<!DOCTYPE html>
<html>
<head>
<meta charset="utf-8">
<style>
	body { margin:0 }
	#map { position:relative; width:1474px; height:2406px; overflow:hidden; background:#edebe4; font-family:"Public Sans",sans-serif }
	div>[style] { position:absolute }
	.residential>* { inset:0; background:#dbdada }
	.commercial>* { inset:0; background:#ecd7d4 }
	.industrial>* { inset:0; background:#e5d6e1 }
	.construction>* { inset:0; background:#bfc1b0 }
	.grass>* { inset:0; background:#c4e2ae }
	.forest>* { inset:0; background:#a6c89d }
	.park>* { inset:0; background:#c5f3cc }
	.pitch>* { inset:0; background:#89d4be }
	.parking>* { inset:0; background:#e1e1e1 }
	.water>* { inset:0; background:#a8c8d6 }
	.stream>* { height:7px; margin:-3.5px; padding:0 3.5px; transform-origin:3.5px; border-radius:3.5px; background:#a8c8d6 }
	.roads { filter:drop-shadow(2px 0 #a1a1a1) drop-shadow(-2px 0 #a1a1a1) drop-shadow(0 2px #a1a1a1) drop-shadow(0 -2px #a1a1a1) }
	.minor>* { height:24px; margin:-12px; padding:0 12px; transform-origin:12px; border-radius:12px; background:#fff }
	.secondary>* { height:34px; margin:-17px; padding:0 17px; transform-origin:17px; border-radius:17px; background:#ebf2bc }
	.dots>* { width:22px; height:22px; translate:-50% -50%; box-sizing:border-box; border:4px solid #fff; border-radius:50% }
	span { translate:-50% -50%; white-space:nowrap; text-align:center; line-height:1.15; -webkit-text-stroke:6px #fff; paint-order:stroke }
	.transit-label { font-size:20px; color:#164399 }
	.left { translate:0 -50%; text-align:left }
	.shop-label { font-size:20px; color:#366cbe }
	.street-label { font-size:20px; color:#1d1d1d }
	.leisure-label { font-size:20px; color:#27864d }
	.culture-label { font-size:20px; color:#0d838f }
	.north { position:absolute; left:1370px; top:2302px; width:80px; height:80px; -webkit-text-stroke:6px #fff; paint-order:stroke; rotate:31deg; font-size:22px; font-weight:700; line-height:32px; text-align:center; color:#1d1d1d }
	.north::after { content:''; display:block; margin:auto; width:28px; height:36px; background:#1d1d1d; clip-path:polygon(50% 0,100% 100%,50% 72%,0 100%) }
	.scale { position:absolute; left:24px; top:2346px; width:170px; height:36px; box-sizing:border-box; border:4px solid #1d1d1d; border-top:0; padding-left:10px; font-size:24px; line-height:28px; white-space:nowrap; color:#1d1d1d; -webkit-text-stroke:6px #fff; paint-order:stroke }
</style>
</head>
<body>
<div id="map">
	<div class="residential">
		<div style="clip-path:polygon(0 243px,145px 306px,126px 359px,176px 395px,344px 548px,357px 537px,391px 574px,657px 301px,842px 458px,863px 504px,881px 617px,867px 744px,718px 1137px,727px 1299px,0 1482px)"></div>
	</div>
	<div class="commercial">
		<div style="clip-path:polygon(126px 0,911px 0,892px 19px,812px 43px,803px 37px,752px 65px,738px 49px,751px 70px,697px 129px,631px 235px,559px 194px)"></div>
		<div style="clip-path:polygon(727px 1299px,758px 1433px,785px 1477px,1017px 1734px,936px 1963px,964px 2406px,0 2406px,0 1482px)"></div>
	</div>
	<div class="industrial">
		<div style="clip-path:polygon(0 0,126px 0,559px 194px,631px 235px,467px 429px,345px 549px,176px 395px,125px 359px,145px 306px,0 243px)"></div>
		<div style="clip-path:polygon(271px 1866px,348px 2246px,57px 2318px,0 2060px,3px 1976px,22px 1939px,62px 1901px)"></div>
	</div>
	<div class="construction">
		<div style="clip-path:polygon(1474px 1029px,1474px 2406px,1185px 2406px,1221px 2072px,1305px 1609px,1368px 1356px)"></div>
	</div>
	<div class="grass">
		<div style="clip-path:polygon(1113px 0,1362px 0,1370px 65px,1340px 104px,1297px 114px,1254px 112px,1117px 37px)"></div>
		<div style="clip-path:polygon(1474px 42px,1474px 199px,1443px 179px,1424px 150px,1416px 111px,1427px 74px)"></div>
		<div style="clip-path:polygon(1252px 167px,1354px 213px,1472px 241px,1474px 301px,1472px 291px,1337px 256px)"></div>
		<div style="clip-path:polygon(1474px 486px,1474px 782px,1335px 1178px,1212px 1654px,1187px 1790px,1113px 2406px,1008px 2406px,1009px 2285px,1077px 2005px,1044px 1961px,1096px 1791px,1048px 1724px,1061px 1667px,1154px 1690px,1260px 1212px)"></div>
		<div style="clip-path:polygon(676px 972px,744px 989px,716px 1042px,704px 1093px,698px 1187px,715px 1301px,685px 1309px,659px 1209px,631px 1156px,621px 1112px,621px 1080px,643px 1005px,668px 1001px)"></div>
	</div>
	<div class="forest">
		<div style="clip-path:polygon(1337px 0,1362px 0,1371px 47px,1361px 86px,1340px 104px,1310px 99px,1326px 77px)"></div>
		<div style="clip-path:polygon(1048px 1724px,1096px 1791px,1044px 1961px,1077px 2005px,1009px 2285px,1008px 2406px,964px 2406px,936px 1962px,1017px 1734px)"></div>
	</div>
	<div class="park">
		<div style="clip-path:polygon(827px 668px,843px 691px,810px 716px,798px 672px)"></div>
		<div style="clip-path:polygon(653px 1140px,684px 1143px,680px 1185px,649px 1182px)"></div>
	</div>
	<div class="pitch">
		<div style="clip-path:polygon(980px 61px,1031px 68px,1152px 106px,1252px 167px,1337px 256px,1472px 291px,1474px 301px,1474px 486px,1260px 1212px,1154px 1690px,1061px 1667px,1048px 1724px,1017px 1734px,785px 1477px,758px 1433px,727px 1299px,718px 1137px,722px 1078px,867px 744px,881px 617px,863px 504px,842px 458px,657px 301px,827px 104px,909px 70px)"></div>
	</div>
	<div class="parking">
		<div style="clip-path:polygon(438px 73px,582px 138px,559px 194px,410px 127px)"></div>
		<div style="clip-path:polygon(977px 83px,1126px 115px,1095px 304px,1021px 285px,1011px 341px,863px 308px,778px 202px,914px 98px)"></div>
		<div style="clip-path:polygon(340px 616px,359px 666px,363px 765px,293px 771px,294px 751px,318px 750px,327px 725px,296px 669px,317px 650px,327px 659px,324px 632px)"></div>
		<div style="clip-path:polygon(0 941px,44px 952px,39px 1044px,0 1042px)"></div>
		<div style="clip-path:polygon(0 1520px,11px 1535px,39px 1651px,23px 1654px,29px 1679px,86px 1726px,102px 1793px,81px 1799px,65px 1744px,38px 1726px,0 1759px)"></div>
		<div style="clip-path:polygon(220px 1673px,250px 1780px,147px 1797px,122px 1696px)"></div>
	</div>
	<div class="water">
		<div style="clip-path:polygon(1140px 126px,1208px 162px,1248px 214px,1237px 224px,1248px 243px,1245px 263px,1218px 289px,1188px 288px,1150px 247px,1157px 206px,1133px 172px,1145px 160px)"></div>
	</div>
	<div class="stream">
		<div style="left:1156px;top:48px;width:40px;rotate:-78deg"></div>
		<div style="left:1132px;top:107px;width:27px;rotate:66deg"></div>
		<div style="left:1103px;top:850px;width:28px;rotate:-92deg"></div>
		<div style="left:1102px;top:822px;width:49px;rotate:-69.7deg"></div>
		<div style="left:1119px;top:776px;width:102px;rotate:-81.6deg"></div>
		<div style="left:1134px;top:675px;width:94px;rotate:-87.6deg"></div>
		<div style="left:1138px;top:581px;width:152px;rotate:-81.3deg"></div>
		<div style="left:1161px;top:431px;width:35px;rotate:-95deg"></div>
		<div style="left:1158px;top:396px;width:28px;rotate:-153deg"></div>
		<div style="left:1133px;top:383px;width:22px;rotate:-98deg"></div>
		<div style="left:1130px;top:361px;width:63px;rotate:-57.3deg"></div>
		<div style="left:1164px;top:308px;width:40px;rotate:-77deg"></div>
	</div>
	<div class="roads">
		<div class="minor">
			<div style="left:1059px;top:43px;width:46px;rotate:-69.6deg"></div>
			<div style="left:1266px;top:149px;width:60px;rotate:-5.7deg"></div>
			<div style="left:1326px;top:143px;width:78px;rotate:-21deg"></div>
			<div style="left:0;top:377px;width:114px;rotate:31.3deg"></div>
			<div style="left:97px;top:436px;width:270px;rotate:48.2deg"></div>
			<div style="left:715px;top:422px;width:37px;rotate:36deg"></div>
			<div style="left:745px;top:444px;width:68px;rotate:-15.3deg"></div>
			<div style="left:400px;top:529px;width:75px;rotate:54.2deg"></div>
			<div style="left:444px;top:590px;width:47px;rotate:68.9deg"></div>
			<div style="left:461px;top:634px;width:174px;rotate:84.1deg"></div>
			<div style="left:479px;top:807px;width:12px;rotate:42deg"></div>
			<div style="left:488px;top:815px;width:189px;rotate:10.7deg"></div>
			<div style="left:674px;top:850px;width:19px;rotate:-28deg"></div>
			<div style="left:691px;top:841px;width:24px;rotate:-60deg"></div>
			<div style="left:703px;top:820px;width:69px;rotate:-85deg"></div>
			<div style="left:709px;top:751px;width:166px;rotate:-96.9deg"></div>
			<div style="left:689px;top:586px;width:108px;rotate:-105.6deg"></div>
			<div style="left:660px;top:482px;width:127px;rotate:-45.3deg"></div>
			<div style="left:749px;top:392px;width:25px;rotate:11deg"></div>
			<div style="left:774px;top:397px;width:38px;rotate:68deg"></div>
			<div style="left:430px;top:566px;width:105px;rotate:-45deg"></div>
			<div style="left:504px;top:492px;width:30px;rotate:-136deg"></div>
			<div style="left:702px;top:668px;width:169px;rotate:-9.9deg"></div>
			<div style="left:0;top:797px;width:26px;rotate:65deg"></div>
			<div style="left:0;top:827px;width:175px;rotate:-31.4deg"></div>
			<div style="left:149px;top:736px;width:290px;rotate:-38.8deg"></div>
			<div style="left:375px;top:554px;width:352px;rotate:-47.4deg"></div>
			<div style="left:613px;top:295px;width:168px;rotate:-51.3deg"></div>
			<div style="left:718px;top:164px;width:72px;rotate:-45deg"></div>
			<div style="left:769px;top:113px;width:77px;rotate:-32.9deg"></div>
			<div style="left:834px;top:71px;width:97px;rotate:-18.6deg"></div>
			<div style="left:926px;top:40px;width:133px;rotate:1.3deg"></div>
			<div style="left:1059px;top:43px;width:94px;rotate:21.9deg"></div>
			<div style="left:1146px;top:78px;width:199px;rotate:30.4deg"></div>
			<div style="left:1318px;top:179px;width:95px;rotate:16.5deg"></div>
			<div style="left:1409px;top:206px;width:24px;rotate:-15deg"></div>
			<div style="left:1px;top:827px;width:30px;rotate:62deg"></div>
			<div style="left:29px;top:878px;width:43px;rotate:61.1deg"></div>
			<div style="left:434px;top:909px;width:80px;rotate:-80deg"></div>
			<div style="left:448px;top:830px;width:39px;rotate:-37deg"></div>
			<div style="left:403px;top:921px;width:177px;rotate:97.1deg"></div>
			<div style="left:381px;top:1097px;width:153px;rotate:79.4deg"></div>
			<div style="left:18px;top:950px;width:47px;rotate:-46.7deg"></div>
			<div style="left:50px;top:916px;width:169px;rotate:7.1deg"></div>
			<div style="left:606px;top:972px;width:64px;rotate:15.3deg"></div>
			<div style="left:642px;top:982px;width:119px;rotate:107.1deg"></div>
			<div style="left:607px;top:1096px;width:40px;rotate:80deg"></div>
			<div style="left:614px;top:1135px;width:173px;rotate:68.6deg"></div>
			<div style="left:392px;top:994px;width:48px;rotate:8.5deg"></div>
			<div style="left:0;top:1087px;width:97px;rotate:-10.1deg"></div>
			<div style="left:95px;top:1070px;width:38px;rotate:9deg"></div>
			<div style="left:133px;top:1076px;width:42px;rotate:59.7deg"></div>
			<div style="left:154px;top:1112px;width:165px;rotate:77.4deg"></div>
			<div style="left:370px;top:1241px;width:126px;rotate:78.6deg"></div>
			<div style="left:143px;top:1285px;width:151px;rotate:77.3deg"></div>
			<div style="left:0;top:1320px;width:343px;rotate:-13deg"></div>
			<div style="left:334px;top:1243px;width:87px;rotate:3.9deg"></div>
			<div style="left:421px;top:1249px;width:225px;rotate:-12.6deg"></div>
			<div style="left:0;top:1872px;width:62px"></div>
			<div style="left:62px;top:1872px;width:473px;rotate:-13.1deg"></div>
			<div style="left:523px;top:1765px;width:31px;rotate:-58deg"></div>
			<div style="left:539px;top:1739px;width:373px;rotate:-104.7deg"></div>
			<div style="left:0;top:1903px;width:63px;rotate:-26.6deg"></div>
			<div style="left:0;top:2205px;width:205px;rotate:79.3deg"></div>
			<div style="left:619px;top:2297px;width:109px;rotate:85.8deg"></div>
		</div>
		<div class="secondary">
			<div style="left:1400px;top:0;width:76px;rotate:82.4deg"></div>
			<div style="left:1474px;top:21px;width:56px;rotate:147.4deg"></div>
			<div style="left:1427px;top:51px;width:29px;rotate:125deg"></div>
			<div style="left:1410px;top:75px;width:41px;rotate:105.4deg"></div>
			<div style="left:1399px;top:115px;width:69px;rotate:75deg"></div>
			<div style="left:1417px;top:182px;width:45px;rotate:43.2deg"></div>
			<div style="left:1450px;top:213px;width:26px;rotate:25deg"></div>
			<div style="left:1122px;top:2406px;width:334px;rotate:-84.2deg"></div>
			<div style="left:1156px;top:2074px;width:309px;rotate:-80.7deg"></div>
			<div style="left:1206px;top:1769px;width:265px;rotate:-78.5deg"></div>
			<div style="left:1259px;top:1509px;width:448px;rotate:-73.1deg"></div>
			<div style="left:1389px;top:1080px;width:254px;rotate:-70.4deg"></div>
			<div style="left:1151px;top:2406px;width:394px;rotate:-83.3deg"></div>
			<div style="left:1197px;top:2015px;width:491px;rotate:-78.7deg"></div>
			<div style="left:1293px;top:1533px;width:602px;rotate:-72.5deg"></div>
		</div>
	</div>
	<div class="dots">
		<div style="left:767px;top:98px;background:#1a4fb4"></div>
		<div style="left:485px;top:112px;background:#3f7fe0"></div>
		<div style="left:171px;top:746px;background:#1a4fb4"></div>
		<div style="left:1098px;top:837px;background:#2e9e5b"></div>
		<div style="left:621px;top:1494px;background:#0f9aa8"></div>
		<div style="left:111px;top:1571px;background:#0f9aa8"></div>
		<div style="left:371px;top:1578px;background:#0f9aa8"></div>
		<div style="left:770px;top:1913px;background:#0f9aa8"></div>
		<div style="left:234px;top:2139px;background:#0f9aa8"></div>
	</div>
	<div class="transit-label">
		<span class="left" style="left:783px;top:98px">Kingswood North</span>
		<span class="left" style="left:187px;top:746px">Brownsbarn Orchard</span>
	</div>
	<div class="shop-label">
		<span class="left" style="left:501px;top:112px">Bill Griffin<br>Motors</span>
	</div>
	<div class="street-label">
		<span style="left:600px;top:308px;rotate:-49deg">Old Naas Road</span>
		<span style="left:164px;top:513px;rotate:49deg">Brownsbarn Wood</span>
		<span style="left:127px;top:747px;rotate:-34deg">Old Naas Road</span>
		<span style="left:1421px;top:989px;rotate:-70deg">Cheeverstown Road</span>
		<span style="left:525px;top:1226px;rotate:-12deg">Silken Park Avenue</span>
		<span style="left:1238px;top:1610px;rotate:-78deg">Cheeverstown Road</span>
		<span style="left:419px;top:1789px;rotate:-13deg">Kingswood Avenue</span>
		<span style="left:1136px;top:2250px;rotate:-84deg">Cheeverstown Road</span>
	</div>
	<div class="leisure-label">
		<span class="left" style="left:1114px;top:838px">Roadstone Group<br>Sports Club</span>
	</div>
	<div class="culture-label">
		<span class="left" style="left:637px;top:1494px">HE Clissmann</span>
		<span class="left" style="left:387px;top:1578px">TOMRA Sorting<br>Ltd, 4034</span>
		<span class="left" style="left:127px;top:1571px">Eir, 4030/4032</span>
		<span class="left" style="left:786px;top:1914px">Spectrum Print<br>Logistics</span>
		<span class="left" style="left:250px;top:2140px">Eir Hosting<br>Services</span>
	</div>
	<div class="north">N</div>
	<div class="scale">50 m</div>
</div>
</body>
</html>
========
Problem statement:
Show all lines above holding "stream".

Exercise result:
	.stream>* { height:7px; margin:-3.5px; padding:0 3.5px; transform-origin:3.5px; border-radius:3.5px; background:#a8c8d6 }
	<div class="stream">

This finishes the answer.